Opened the mailbox today and found the @CTMagazine edition devoted solely to Billy Graham. Choked up just flipping through it. Graham’s life makes me want to dig deeper into the Word so when I speak, I’m always saying through the power of the Spirit: “The Bible says.”

@TrevinWax
Managing editor of The Gospel Project

In my view, Dr. Graham’s greatest legacy is the large number of organizations he was able to found and support. They will impact many more people than his preaching, and that is saying a lot. It shows that he was able to communicate with widely divergent people from widely different social, cultural, and theological backgrounds. That takes an enormous amount of the fruit of the Spirit, especially self-control.

Gary Sweeten

The coverage of Billy Graham’s death by Christianity Today is insiderish, yes, but in-depth and very useful.

@MelaniMcA
Author of The Kingdom of God Has No Borders: A Global History of American Evangelicals

We on the left and the right could learn a lot from Billy Graham. The left can’t claim him and the right surely can’t claim him, and he wanted it that way. How else could he reach the lost?

@BradyMayo7

How a Humble Evangelist Changed Christianity As We Know It

A comprehensive and balanced article: (1) It explores the difficulties of Graham balancing his personal humility with the demands of advertising and promotion, a tension which still beguiles evangelicalism. (2) It is frank about Graham’s early problematic Americanism and political entanglements, but how he grew out of that, learning to major on the majors (e.g., the gospel). (3) It delves into arguably Graham’s greatest legacy, his catholicity: how he reached out to mainline churches and helped build interdenominational parachurch ministries that became the definition of neo-evangelicalism. (4) Finally, it celebrates his international influence for the gospel, particularly in South Korea (which I did not know about), a legacy still benefiting us all, as these nations now send missionaries of their own.

@RediscHumility

Oval Office Confidant

Wish the article explained the distance between Graham and [President Jimmy] Carter, who, curiously, is deeply religious himself. Seems strange that they weren’t very chummy.

William White

Graham and the Jews

An insight that is tragic but also helps explain his son Franklin’s current political views. I appreciate CT’s publication of his problems, which are helpful for current pastors and church leaders to avoid and model his humility to own up to his failings.

Eli Garza

Not the Stuff of Romance Novels

What a heart-touching tribute to the strength of the Grahams’ marriage
. . . devoted service to God and to each other.

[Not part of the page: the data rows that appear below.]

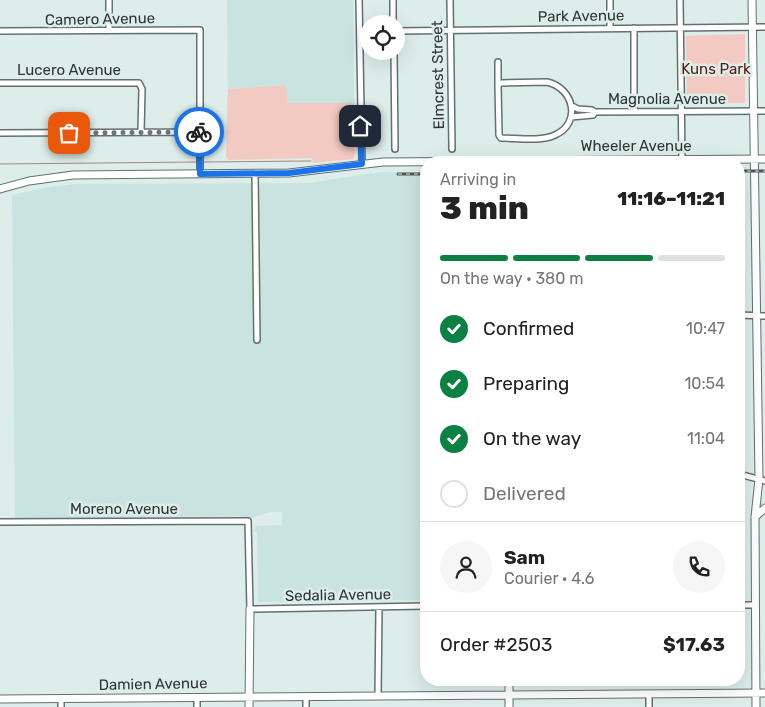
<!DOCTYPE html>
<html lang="en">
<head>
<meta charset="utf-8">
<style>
  :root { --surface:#fff; --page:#f6f6f6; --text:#222; --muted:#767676; --line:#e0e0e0; --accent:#0b8043 }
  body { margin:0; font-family:Rubik,sans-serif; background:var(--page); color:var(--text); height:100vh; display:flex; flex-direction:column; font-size:19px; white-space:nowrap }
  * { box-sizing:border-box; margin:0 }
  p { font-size:16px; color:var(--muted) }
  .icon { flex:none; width:28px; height:28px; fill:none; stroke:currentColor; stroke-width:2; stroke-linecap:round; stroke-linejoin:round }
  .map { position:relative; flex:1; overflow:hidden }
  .side { position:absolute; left:420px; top:156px; width:325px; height:530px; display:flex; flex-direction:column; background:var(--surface); border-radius:20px; box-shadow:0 5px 20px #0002 }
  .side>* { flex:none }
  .tools { position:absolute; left:360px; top:15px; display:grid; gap:10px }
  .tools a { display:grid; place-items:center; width:45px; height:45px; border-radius:50%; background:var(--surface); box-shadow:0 5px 20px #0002; font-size:25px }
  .pin { position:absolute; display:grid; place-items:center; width:42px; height:42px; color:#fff; margin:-21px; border-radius:10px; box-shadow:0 2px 8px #0006 }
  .courier { position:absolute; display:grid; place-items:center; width:50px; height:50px; margin:-25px; border:4px solid #1a73e8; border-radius:50%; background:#fff; color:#222; box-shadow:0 1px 6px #0007 }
  .overview em { font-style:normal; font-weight:800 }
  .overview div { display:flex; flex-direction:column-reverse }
  .overview { display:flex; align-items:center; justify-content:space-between; height:85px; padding:0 20px }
  h1 { font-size:32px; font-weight:800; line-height:38px }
  .bar { display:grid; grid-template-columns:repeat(4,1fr); gap:8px 5px; align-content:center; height:60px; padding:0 20px }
  .bar i { height:6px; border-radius:4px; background:var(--line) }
  .bar .current { background:var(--accent) }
  .bar p { grid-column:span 4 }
  .line { display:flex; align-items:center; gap:12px; padding:0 20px; border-top:1px solid var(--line) }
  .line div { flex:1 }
  .round { display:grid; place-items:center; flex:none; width:52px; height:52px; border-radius:26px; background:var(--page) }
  ol { padding:0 20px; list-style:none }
  li { display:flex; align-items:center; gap:15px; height:55px }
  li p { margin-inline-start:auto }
  li .icon { padding:5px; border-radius:50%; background:var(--accent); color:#fff; stroke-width:4 }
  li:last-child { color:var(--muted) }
  li i { width:28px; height:28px; border:2px solid var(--line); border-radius:50% }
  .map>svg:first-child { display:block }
  .built { fill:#c9e3e0 }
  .green { fill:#f2cac1 }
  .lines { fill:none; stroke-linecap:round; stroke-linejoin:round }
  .stream { stroke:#aa837a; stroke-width:1 }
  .street-casing { stroke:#62716f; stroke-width:8 }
  .secondary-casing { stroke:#62716f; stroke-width:9 }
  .street { stroke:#fff; stroke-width:5 }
  .secondary { stroke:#fff; stroke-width:7 }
  .rail-casing { stroke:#4d5454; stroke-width:3 }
  .rail { stroke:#dcedea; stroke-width:1; stroke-dasharray:4; stroke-linecap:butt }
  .done { stroke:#6c7574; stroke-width:5; stroke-dasharray:0 9 }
  .route { stroke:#1a73e8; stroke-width:6 }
  .labels { text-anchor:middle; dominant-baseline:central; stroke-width:5; stroke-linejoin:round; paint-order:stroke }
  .street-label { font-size:15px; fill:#2f3535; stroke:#dcedea }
  .park-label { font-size:15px; fill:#5c190b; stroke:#dcedea }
</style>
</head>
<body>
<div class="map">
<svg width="765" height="707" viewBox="0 0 765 707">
  <rect width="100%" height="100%" fill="#dcedea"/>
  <path class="built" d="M227,0H353L354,103H286V85L228,89Z
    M381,172H426V600L258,602L257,532H254V529L257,526L282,525V512H269L252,518L238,516L15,519L12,195L49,187L76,184L308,183Z"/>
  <path class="green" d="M745,34V103H687L686,36Z
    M286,85L287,103H354L355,156L353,159L313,163L312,158L228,160L226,156L228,89Z"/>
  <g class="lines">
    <path class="stream" d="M203,162L311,161
      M0,164L199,162"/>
    <defs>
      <path id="street" d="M109,0V30
        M359,0L362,164
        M393,0V24
        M450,0L452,149
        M610,0V28
        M680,0L682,162
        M634,28V112
        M0,31L200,30V174
        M396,31L765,27
        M360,32H369
        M394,51L395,149
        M498,62V85
        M547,82C574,88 582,123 555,135C540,142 517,138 501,138L499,135L498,85L501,83Z
        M0,83H139L142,89L141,132
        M572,106L578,109L592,110L595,112L765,111
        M571,117L593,115L595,112
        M0,133L199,132
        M255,173L257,340
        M739,315L765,316
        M739,474L765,481
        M0,522L248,521L250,609L426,606
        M739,605H754
        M378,696L379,608
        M61,707V699
        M197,707V698
        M306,707V697
        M649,707V694"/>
      <path id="secondary" d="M752,0L759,479L755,517L756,707
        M0,189L29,181L73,175L289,173L383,162L765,159
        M755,517L765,508
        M509,680V707
        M0,699L765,693
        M249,707L250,609"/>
    </defs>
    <use href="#street" class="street-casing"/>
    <use href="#secondary" class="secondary-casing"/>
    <use href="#street" class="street"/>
    <use href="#secondary" class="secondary"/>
    <defs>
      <path id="rail" d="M739,171H765
        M398,174H426"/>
    </defs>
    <use href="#rail" class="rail-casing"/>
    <use href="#rail" class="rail"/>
  </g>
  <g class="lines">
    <path class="done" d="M69,133L199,132"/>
    <path class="route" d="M199,132L200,174L289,173L362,164L360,126"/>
  </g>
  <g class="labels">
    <g class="street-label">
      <text transform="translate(581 16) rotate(-1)">Park Avenue</text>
      <text transform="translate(100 19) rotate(-1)">Camero Avenue</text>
      <text x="69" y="70">Lucero Avenue</text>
      <text transform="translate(438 75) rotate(-91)">Elmcrest Street</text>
      <text x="667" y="99">Magnolia Avenue</text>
      <text x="636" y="146">Wheeler Avenue</text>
      <text x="124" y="509">Moreno Avenue</text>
      <text transform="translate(338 595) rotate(-1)">Sedalia Avenue</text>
      <text transform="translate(153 684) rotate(-1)">Damien Avenue</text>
    </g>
    <g class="park-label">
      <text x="716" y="69">Kuns Park</text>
    </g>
  </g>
</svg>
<div class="tools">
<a><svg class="icon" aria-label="locate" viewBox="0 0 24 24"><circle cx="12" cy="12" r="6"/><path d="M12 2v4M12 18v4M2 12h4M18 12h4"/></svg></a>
</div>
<div class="pin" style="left:69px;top:133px;background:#ea580c"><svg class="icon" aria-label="bag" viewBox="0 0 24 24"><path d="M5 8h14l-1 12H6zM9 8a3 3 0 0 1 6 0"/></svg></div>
<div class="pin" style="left:360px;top:126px;background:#1f2937"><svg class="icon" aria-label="home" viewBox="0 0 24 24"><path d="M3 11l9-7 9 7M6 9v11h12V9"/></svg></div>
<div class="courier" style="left:199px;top:132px"><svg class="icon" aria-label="bike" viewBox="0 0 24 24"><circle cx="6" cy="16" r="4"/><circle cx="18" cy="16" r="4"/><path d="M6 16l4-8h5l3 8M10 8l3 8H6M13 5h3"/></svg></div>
<section class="side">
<div class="overview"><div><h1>3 min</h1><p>Arriving in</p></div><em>11:16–11:21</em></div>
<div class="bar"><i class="current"></i><i class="current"></i><i class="current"></i><i></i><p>On the way · 380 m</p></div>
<ol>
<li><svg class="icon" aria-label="check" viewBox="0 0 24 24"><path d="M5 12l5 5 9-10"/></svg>Confirmed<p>10:47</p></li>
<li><svg class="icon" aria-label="check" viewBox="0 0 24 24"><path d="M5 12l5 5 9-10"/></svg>Preparing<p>10:54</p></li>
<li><svg class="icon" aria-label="check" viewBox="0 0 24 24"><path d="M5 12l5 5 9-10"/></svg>On the way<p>11:04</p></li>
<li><i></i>Delivered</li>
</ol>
<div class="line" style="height:90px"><a class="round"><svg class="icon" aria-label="person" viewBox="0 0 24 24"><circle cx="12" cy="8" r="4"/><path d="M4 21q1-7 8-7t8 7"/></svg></a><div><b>Sam</b><p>Courier · 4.6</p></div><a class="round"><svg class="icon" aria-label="phone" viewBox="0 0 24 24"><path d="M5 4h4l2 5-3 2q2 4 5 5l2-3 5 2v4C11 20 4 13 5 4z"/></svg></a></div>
<div class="line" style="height:65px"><div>Order #2503</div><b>$17.63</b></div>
</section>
</div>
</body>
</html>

Absolutely beautiful story!

@SheilaHolman

‘Little Girls Need Their Daddy’

Thank you for your honest but sympathetic coverage of Graham’s life, both good and bad. I never knew him personally, but something tells me he wouldn’t have wanted his failures glossed over and ignored as part of his legacy.

Joshua Sharp

I suggest that the notoriously compassionate Graham’s callousness toward his wife during her 1973 injury and her mother’s dying days has a straightforward explanation. The root is most likely not celebrity fever or cold-heartedness; the fault is the obverse of his equally notorious humility and deference to others. When the Norfolk crusade staff said, “The crusade needs you,” it just was not in Graham to say, “You need me, but my family needs me more.” Our faults are often the flip side of our virtues.

Monty Ledford
Aberdeen, Idaho

Uncountable Moments of Decision

Though my heart didn’t respond in conversion until the age of 19, Billy Graham’s ministry most assuredly played a part in my accepting Christ. I watched him for many years on the TV annually. “Won’tcha come?” he would say. So much love. I was drawn to it.

@hisbridealone

Correction: The article “British Breakthrough” gave the incorrect affiliation for J. I. Packer. He is professor emeritus of theology at Regent College in Vancouver, British Columbia.